Dice que esta película es un ejercicio de estilo, pero también es un retrato social. ¿De qué parte se siente más satisfecho?

Me gustaría lo ideal: que el retrato social y el ejercicio de estilo estuvieran lo suficientemente bien imbricados para que nada fuera gratuito.

¿No acabó desquiciado teniendo que coordinar a cuarenta actores en el mismo plano?

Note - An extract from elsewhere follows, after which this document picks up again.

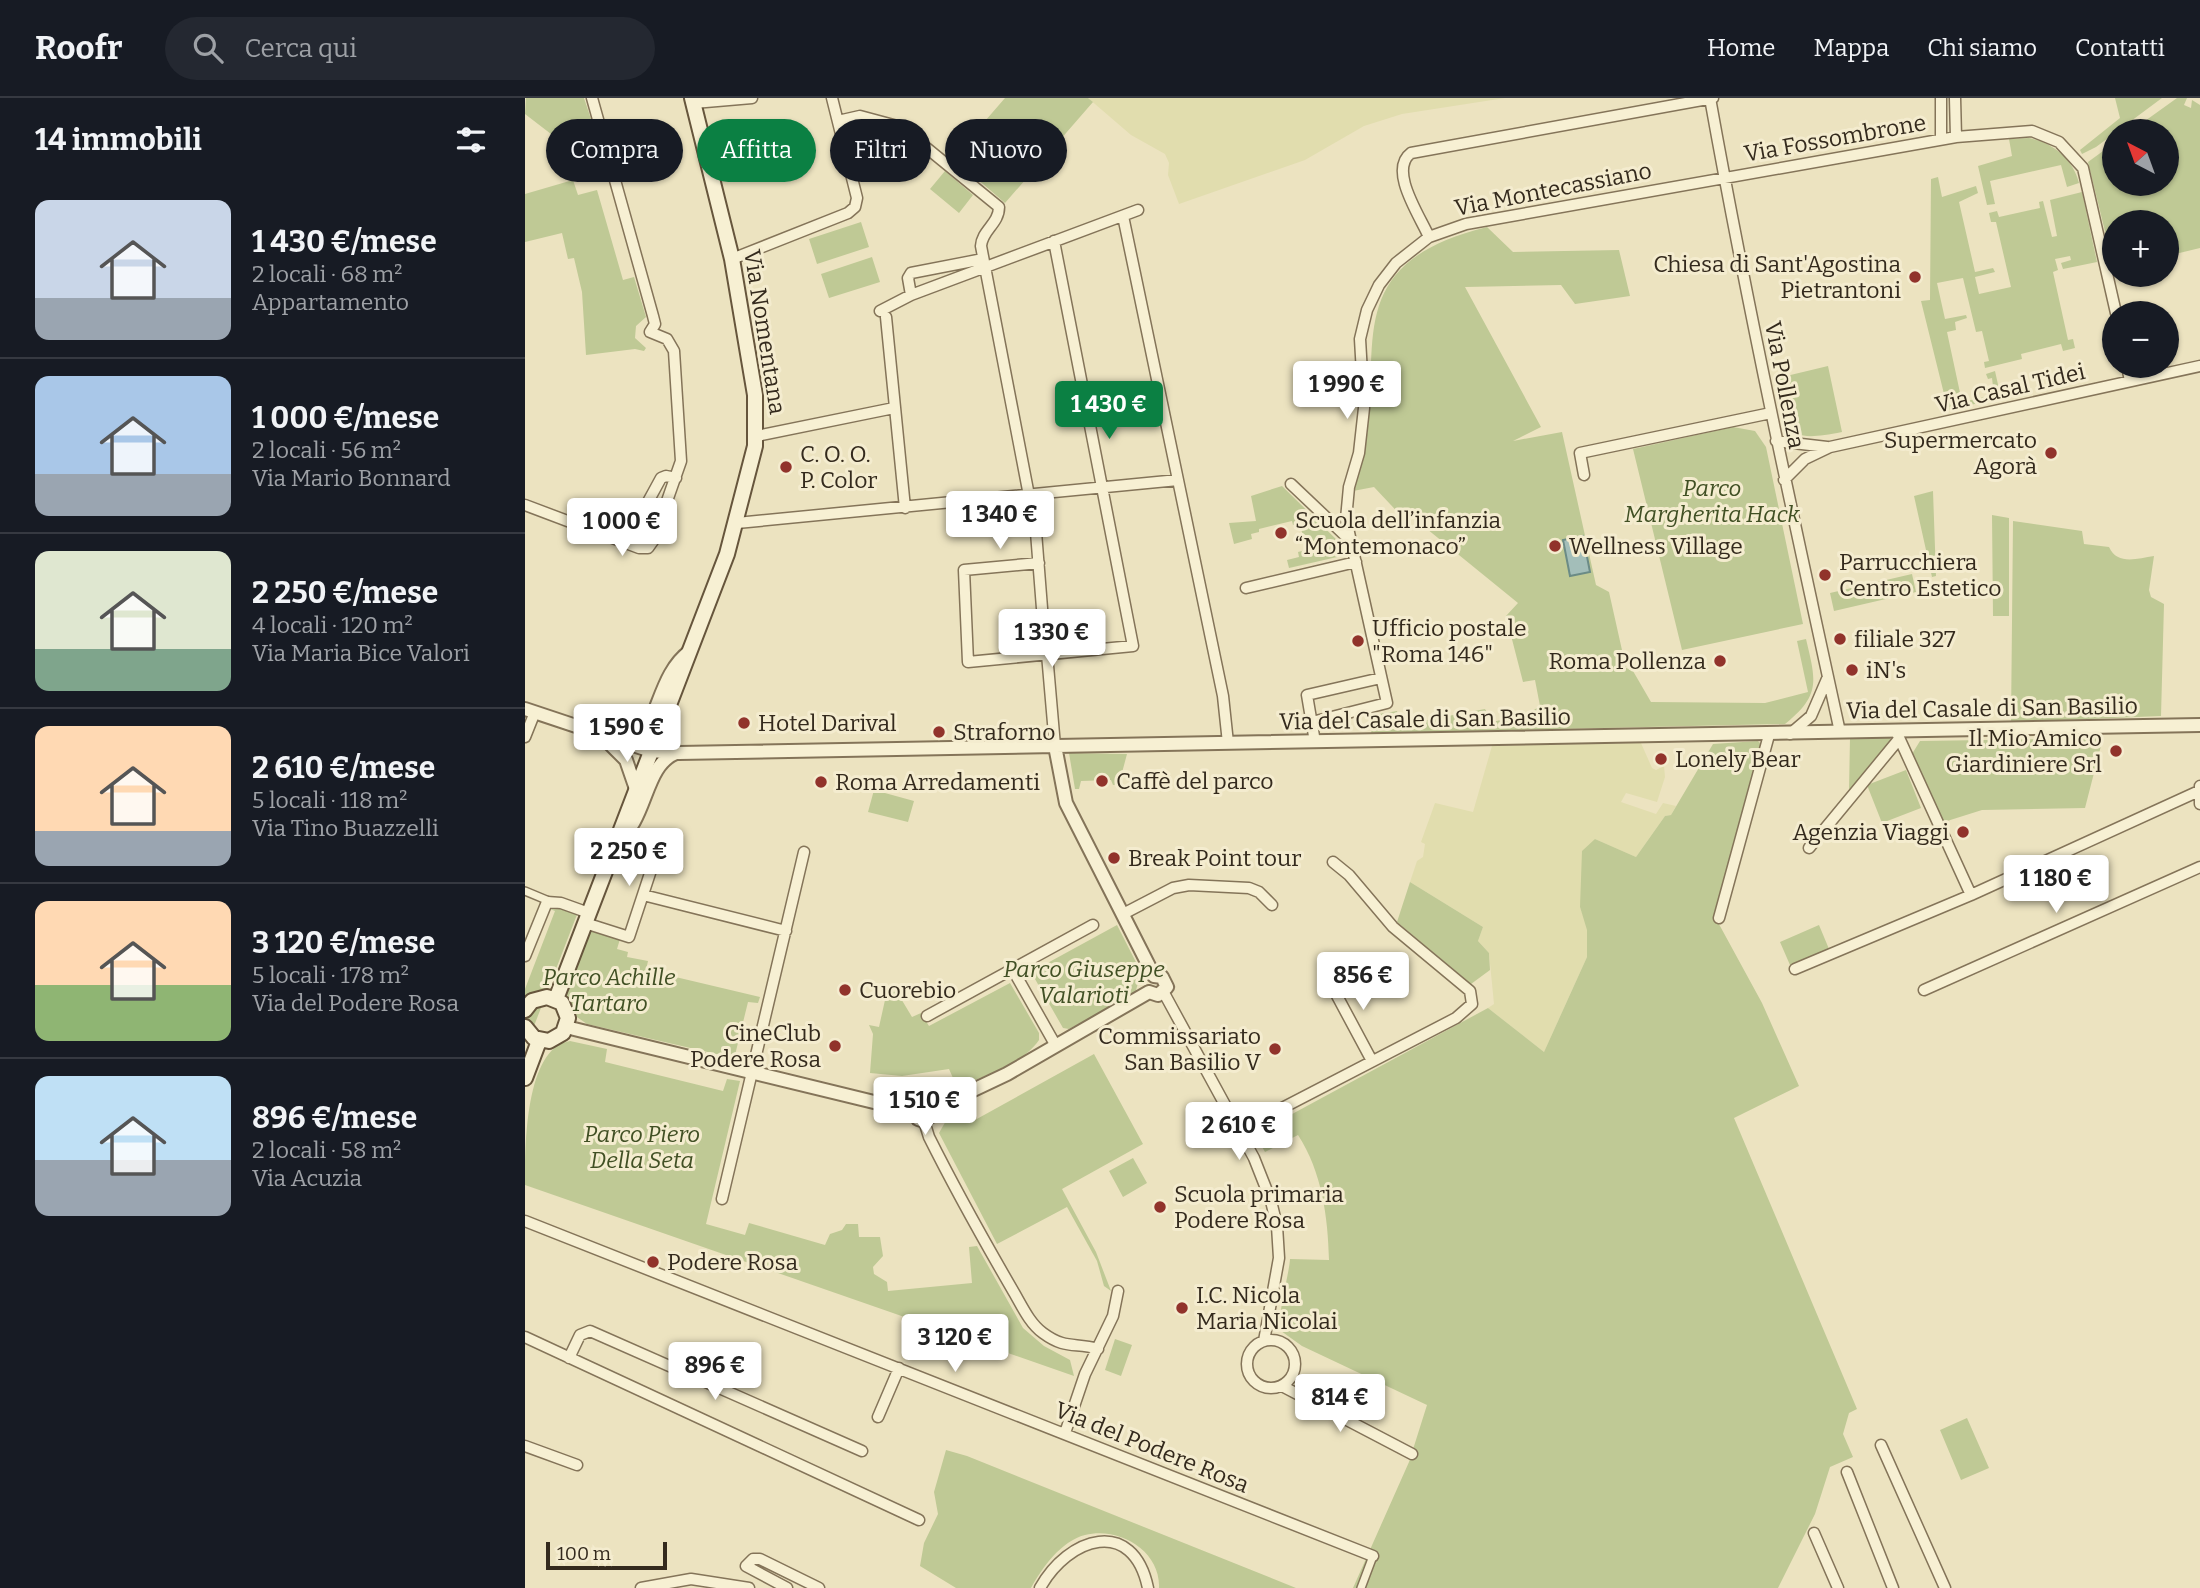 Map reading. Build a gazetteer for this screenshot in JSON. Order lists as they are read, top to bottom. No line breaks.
{"streets":{"main road":["Via Nomentana"],"street":["Via Fossombrone","Via Montecassiano","Via Pollenza","Via Casal Tidei","Via del Casale di San Basilio","Via del Podere Rosa"]},"crossings":[["Via Fossombrone","Via Montecassiano"],["Via Fossombrone","Via Pollenza"],["Via Montecassiano","Via Pollenza"],["Via Nomentana","Via del Casale di San Basilio"],["Via Pollenza","Via Casal Tidei"],["Via Pollenza","Via del Casale di San Basilio"]],"parks":["Parco Margherita Hack","Parco Giuseppe Valarioti","Parco Achille Tartaro","Parco Piero Della Seta"],"places":["Chiesa di Sant'Agostina Pietrantoni","Supermercato Agorà","C. O. O. P. Color","Scuola dell’infanzia “Montemonaco”","Wellness Village","Parrucchiera Centro Estetico","filiale 327","Ufficio postale \"Roma 146\"","Roma Pollenza","iN's","Hotel Darival","Straforno","Il Mio Amico Giardiniere Srl","Lonely Bear","Caffè del parco","Roma Arredamenti","Agenzia Viaggi","Break Point tour","Cuorebio","CineClub Podere Rosa","Commissariato San Basilio V","Scuola primaria Podere Rosa","Podere Rosa","I.C. Nicola Maria Nicolai"],"scale_bar":"100 m","north":"top left","page":{"header":"Roofr","search":"Cerca qui","nav":["Home","Mappa","Chi siamo","Contatti"],"heading":"14 immobili","map_buttons":["+","−"],"chip":["Compra","Affitta","Filtri","Nuovo"],"list":[{"name":"1 430 €/mese","note":"2 locali · 68 m² · Appartamento"},{"name":"1 000 €/mese","note":"2 locali · 56 m² · Via Mario Bonnard"},{"name":"2 250 €/mese","note":"4 locali · 120 m² · Via Maria Bice Valori"},{"name":"2 610 €/mese","note":"5 locali · 118 m² · Via Tino Buazzelli"},{"name":"3 120 €/mese","note":"5 locali · 178 m² · Via del Podere Rosa"},{"name":"896 €/mese","note":"2 locali · 58 m² · Via Acuzia"}],"price":["1 990 €","1 430 €","1 340 €","1 000 €","1 330 €","1 590 €","2 250 €","1 180 €","856 €","1 510 €","2 610 €","3 120 €","896 €","814 €"],"scale":"100 m"}}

Hubo momentos duros. Muy duros. Mientras llegaban o no llegaban las propuestas de los actores, yo me puse con Google Maps; tracé el recorrido y señalé qué iba a pasar en cada punto. Y sobre eso empecé a cocinar la película. El guión cambió constantemente hasta el último momento: fue un trabajo de coronel del ejército. Pero soy muy organizado y estructurado. Y hago muy bien los deberes, aunque tuve mucha ayuda. No sufrí la experiencia. Además, pasó una cosa mágica. Pensábamos que no seríamos capaces de hacerlo, pero después del ensayo general nos dimos cuenta de que sí. Que llegábamos.

Y necesitó cuatro tomas.

Efectivamente.

¿No hay trampa alguna?

Ninguna. Lo juro. Me hubiera encantado quedarme con la tercera toma, que la rodamos en hora bruja y era algo más bonita porque empezábamos de día y acabábamos de noche. Y estuve dudando mucho entre la tercera y la cuarta. Pero no, no hay trampas. Hay una única licencia: Goya Toledo no podía estar en el rodaje y sale en una televisión. Y claro, su plano está rodado antes, pero se ve en el mismo plano secuencia de la película.

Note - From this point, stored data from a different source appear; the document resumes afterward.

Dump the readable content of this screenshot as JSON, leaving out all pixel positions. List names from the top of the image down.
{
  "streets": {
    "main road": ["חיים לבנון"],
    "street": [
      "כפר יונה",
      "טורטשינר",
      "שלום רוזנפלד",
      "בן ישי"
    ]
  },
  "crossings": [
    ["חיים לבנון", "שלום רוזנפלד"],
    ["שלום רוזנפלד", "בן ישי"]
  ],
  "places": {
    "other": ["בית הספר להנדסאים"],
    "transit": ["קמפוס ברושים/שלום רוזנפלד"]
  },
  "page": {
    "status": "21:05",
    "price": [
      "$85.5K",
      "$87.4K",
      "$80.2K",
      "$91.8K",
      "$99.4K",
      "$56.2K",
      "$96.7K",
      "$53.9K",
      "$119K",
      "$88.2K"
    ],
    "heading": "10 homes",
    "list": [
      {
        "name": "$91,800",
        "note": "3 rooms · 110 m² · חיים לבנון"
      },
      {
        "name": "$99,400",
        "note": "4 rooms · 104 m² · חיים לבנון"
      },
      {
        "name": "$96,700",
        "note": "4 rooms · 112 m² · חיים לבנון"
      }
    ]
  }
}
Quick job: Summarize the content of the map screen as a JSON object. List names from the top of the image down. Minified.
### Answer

Aparece en Hablar una España bastante triste. Nada que ver con el país de Sin vergüenza, cinta con la que ganó el Festival de Málaga en 2001. ¿Qué nos ha pasado?

Aquella era una España más optimista. Creo que ahora vivimos en un país perplejo. Aunque creo que no es sólo España, ocurre en toda Europa. Hay una gran perplejidad, como cuando se caen los mitos. Y no puedes confiar en nada, ni en tu banco ni en el ministro. ¿Y qué queda de todo eso? Como ocurre en la película, nos queda la palabra como lucha o el suicidio, que es no volver a hablar.

Hay quien sostiene que el poder no se consigue hablando sino a la fuerza...

Por mucho poder que se tome a la fuerza, siempre después viene la palabra a denunciar al poder. Tanto a los periodistas como a los cineastas, como a los teatreros..., lo que nos queda es la palabra. Y con las palabras se consiguen muchísimas cosas, para bien y para mal.

¿Se habló mientras preparaban la película sobre el guiño a Podemos?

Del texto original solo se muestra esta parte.